Last edited: Oct 26, 2009
2. Oct 26, 2009

### lanedance

what are Z & W?

3. Oct 26, 2009

### aruna1

sorry i have missed it

Z=X-Y
W=X+Y

4. Oct 26, 2009

### lanedance

not too sure how to show the joint pdf, but as a start

but for W = X+Y, you can write the pdf of W as a convolution
$$f_W(w) = \int dx f_X(x) f_Y(w-x)$$

simlarly for Z = X-Y
$$f_Z(z) = \int dx f_X(x) f_Y(z+x)$$

the mean values will be
E[Z] = <Z> = <X-Y> = <X> - <Y>
E[W] = <W> = <X+Y> = <X> + <Y>

the convariance will be given by
E[(Z-<Z>)(W-<W>)]
substituting in for Z & Y should get the desired result

5. Oct 26, 2009

### aruna1

well is there any thing we can do with given info like unifomely distributed in range of 0,2

6. Oct 26, 2009

### lanedance

yes, think area...

7. Oct 26, 2009

### aruna1

well i get f(x)=1/2
and f(y)=1/2

but what is the use of them in here

8. Oct 26, 2009

### aruna1

if X,Y independent the does Z and W independent too?

9. Oct 26, 2009

### lanedance

now i haven't totally put it together yet, but what i meant in terms of area, consider the poistive quandrant in the plane bounded by X,Y from 0 to 2. Each section of area is directly proportional to the probabilty of finding (X,Y) in that area

The line X=Y, represents Z=X-Y=0, and there will be cumulative probabilty F(z<0) = 1/2, the probabilty density of z=Z is a maximum here, and decreases linearly to zero at Z=-2, Z=2

Similary consider the line from (0,2) to (2,0), that represents W = 2, and W can take values from 0 to 4.
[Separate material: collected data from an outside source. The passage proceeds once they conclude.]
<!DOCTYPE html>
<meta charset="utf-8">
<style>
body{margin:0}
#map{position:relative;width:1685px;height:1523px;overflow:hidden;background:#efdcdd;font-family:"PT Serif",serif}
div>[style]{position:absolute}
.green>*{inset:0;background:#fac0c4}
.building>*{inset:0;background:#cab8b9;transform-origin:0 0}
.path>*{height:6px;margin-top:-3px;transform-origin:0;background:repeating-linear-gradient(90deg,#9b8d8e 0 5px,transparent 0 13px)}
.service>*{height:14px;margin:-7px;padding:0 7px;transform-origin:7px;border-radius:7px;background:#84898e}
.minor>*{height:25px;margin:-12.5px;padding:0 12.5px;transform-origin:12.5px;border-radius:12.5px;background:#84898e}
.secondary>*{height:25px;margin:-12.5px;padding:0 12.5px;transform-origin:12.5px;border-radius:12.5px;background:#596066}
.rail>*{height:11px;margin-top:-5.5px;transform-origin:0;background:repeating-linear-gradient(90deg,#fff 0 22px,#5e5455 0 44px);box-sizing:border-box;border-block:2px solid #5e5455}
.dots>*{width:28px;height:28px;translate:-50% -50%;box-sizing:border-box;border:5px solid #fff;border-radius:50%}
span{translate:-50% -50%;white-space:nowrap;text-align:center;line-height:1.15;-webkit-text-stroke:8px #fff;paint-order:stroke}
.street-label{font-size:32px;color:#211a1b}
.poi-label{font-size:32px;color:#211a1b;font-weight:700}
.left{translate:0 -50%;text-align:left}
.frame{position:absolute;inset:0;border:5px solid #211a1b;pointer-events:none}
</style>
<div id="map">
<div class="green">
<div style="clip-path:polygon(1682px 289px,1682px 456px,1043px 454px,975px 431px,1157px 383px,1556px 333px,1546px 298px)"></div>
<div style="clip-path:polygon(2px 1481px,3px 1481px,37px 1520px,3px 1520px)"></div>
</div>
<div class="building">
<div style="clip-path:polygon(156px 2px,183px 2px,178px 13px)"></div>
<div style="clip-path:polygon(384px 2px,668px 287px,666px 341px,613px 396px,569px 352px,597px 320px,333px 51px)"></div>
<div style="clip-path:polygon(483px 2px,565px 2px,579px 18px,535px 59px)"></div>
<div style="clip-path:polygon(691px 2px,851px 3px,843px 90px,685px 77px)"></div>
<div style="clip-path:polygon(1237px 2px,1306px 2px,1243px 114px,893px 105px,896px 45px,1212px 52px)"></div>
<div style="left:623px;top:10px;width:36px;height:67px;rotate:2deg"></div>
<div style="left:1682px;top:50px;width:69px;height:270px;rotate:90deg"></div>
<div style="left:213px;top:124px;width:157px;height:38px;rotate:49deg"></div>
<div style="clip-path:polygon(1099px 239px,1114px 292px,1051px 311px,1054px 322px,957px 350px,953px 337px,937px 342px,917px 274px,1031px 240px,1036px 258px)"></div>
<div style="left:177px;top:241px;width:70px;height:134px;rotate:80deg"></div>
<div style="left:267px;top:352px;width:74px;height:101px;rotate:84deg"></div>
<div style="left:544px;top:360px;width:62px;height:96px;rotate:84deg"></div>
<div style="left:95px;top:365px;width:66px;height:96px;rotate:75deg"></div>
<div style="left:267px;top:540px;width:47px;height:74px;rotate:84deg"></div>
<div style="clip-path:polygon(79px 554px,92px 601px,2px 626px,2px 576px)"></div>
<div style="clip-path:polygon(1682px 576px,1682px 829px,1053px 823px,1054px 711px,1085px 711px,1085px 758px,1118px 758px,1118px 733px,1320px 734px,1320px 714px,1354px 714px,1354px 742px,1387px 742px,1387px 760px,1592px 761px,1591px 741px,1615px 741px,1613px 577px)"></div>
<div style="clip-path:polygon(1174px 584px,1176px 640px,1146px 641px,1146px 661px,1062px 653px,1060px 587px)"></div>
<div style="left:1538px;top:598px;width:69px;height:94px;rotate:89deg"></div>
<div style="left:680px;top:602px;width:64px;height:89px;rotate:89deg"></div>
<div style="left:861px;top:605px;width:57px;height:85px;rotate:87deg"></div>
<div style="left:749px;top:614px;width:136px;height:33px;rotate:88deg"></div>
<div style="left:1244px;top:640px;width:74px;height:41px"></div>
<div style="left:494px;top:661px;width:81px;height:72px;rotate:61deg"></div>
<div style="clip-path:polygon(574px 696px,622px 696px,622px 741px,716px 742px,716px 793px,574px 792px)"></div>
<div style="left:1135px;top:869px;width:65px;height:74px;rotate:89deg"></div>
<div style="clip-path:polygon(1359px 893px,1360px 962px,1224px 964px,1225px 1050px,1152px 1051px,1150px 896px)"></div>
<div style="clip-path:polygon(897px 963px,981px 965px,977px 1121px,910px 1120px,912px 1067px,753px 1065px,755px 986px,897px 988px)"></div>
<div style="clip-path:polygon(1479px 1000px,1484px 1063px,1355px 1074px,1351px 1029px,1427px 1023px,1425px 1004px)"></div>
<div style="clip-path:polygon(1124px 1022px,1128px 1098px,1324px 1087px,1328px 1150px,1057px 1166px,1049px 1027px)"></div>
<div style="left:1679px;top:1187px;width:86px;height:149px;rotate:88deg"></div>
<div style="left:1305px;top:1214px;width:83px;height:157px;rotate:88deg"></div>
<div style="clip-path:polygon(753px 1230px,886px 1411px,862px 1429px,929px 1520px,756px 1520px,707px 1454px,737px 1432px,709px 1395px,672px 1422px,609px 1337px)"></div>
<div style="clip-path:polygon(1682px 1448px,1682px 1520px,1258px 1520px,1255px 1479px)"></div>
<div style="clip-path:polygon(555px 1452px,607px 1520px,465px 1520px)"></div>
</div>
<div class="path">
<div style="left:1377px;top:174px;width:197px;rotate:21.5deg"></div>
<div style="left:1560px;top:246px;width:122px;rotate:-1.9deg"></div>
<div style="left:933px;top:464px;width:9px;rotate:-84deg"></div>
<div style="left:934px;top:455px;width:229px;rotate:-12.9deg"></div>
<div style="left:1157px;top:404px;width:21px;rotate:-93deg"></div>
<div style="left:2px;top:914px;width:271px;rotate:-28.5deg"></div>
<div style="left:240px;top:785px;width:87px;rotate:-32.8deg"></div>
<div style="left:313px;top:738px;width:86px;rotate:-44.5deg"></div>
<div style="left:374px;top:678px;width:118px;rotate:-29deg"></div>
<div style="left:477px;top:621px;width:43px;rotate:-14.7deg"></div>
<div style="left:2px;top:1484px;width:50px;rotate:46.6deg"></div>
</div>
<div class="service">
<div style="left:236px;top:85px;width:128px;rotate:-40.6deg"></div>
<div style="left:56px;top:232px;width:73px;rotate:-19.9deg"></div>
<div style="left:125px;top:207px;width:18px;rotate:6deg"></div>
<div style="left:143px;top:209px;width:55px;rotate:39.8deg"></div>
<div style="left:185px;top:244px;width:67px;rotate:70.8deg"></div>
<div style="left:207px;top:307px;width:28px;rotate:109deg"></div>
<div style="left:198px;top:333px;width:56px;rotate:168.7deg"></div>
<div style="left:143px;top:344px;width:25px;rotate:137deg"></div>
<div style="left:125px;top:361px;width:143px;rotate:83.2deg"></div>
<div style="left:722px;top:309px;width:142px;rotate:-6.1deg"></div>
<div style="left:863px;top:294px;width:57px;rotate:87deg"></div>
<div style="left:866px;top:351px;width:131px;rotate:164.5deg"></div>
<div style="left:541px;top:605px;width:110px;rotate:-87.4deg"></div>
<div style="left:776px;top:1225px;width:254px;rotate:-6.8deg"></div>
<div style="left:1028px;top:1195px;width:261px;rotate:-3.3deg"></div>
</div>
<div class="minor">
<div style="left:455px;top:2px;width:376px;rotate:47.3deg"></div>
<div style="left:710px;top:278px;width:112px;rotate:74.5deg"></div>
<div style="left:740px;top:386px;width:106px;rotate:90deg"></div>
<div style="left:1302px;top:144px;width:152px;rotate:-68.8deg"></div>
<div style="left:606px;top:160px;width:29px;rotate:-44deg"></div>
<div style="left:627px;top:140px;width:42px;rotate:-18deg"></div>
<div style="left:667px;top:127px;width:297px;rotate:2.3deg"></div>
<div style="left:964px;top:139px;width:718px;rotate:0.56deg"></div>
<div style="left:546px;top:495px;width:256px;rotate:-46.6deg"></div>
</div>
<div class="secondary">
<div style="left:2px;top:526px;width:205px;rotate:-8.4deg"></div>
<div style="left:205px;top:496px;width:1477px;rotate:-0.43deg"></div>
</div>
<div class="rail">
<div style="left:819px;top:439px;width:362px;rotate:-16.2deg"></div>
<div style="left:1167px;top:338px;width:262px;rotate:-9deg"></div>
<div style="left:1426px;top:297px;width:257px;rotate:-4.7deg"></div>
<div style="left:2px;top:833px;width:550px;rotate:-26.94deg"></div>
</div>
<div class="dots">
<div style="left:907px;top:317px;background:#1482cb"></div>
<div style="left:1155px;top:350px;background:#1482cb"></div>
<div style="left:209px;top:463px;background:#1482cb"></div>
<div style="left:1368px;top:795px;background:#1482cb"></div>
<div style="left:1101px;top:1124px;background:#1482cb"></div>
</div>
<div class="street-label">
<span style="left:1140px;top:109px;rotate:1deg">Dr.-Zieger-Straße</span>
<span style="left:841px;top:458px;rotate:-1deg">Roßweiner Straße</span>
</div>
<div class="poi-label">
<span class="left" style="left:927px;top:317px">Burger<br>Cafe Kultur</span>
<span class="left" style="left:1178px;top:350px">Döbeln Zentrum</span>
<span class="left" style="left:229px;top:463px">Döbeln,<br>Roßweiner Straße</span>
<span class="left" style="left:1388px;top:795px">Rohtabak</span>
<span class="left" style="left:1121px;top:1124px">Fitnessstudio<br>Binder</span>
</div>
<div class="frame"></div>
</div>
also from a quick google http://en.wikipedia.org/wiki/Conditional_distribution. if you can find the conditional distribution, you're pretty much there

10. Oct 26, 2009

### lanedance

i don't think so in this case

if two variables are independent then the conditional probabilty reduces to the independent probabilty,
P(A|B) = P(A)

however in this case looking at the areas, that doesn't appear so

11. Oct 26, 2009

### aruna1

can i use marginal density find f(Z,W)

f(z) = $$\int f(z,w) dw$$

12. Oct 26, 2009

### lanedance

now consider first w<2, the cumulative distribution will be the area bounded by the triangle of side w, divided by2x2=4 to normalise
for w<2
$$P_W(W<w) = \frac{w^2}{2.4}$$

then differentiating gives
$$f_W(W=w)dw = \frac{w}{4}dw$$

by the symmetry for w>2
$$f_W(W=w)dw = \frac{1-w}{4}dw$$

now can you find the conditional distribution
$$P_{Z|W}(Z<z|W=w) = ?$$
in the geomoetric picture, i think you might be considering lengths of lines...

as soon as you can show the probability density is not independent of W, you have shown they are not independent variables

now that I think of it though, you can probably do it by substituting into the original integrals, though its not as intuitive... but actually it looks tricky

Last edited: Oct 26, 2009
13. Oct 26, 2009

### aruna1

thanks I'll give it a try

14. Oct 26, 2009

### lanedance

the marginal probabilty as I understand it is the probabilty of W, regardless of Z, it is the same as the previously given $f_W(W=w)$

for further geometric insight compare $f_W(W=w)$ with the length of the line, given by W=X+Y = w

now what is the conditional probability of Z=z, given W=w, written as $f_{Z|W}(Z=z|W=w)$

once again think of the length of lines

The joint pdf will then be given by
$$f_{W,Z}(W=w, Z=z) = f_{Z|W}(Z=z|W=w) f_W(W=w)$$
(see previous reference)

15. Oct 26, 2009

thanks :)